• **What the task asks**
Only lines with the string "content" should be returned from the data below.

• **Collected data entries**
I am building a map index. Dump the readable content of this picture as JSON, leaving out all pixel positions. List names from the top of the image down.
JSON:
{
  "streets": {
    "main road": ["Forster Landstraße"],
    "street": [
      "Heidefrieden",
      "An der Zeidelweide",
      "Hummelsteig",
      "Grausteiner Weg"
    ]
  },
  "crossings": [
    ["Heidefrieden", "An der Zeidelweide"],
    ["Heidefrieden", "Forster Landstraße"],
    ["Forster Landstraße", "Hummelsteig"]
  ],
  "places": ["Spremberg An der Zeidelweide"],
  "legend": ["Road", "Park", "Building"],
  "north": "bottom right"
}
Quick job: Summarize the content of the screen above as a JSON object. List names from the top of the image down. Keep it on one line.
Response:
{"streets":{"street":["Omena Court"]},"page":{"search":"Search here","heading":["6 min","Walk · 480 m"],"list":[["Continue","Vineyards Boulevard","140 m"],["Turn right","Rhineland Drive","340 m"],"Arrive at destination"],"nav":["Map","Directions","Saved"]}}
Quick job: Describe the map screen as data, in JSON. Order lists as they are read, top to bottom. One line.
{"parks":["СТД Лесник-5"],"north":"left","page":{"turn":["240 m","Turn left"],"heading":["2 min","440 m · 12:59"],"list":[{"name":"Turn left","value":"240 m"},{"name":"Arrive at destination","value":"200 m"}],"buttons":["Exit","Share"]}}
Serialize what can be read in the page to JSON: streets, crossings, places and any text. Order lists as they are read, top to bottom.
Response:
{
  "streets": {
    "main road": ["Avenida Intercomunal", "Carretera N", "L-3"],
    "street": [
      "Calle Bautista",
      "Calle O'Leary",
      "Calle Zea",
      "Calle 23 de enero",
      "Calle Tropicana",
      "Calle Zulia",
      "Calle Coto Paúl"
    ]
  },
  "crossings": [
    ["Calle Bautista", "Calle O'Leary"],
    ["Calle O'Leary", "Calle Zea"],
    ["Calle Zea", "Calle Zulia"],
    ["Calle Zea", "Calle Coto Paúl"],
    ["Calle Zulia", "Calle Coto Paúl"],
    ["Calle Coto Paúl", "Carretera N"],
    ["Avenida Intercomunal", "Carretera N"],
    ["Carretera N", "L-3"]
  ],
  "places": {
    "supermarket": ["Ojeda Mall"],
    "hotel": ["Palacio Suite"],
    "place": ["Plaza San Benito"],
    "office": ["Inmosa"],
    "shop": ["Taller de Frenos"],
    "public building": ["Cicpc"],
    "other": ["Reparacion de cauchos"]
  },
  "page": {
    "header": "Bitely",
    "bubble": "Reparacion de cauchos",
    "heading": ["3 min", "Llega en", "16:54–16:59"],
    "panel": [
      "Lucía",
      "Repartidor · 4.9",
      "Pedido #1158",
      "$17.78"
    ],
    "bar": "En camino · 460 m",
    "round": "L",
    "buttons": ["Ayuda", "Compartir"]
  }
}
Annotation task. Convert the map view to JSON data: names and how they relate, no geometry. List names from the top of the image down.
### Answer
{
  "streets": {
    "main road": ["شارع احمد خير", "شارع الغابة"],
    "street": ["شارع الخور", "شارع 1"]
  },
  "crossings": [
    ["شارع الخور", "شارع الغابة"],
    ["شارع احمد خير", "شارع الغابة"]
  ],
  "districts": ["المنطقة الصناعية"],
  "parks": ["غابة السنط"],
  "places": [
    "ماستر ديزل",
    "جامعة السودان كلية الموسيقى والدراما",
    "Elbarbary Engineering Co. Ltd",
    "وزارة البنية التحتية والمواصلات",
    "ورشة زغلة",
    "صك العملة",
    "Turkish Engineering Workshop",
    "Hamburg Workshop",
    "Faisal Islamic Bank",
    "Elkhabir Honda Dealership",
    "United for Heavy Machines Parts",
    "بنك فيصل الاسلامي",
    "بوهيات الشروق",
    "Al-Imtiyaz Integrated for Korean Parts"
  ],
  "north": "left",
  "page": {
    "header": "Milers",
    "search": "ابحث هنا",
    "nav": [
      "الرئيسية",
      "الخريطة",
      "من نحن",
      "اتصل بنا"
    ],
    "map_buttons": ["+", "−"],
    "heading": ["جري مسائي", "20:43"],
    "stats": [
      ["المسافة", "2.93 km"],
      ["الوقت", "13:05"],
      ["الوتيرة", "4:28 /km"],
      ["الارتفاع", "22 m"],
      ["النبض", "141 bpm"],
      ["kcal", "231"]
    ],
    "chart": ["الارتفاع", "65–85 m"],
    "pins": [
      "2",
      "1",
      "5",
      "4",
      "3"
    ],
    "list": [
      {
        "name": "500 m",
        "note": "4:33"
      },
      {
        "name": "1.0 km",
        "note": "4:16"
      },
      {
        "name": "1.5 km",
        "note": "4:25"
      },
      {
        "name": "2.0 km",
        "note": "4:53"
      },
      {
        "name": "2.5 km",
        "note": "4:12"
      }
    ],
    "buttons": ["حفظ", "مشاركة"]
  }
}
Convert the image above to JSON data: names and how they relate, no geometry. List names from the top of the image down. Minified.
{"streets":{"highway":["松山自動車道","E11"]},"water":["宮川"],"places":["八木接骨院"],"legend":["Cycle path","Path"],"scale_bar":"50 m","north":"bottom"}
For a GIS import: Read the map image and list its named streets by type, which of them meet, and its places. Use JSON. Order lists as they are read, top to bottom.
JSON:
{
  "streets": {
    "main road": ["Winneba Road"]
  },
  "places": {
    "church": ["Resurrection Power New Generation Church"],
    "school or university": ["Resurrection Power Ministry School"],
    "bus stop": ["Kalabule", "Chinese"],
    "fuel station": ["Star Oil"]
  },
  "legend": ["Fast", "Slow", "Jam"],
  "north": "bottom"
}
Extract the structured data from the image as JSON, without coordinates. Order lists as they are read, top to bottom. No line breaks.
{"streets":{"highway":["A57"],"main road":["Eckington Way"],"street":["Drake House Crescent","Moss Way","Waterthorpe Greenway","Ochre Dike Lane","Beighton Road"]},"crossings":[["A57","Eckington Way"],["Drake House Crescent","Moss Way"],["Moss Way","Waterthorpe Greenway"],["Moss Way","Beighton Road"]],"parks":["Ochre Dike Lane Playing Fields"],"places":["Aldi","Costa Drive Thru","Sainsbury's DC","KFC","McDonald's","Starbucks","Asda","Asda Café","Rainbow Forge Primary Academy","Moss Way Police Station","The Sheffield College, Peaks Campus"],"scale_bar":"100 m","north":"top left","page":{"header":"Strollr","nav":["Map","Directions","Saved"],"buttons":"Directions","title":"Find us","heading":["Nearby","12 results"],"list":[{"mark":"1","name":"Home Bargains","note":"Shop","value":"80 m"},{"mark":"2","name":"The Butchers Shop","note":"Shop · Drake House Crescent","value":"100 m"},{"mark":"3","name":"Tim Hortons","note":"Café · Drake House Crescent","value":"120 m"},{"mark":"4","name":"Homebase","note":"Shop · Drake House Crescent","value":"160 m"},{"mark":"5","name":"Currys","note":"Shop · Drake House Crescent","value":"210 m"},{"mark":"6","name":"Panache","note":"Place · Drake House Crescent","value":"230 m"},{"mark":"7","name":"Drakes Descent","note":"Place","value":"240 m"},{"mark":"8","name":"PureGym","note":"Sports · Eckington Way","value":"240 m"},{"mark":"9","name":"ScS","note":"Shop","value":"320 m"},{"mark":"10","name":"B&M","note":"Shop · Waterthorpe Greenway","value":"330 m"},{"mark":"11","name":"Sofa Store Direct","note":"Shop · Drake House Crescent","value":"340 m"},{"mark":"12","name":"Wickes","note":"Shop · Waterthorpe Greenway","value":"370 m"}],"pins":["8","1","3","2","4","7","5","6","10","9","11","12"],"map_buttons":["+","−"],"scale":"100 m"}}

• **Solution**
I am building a map index. Dump the readable content of this picture as JSON, leaving out all pixel positions. List names from the top of the image down.
Quick job: Summarize the content of the screen above as a JSON object. List names from the top of the image down. Keep it on one line.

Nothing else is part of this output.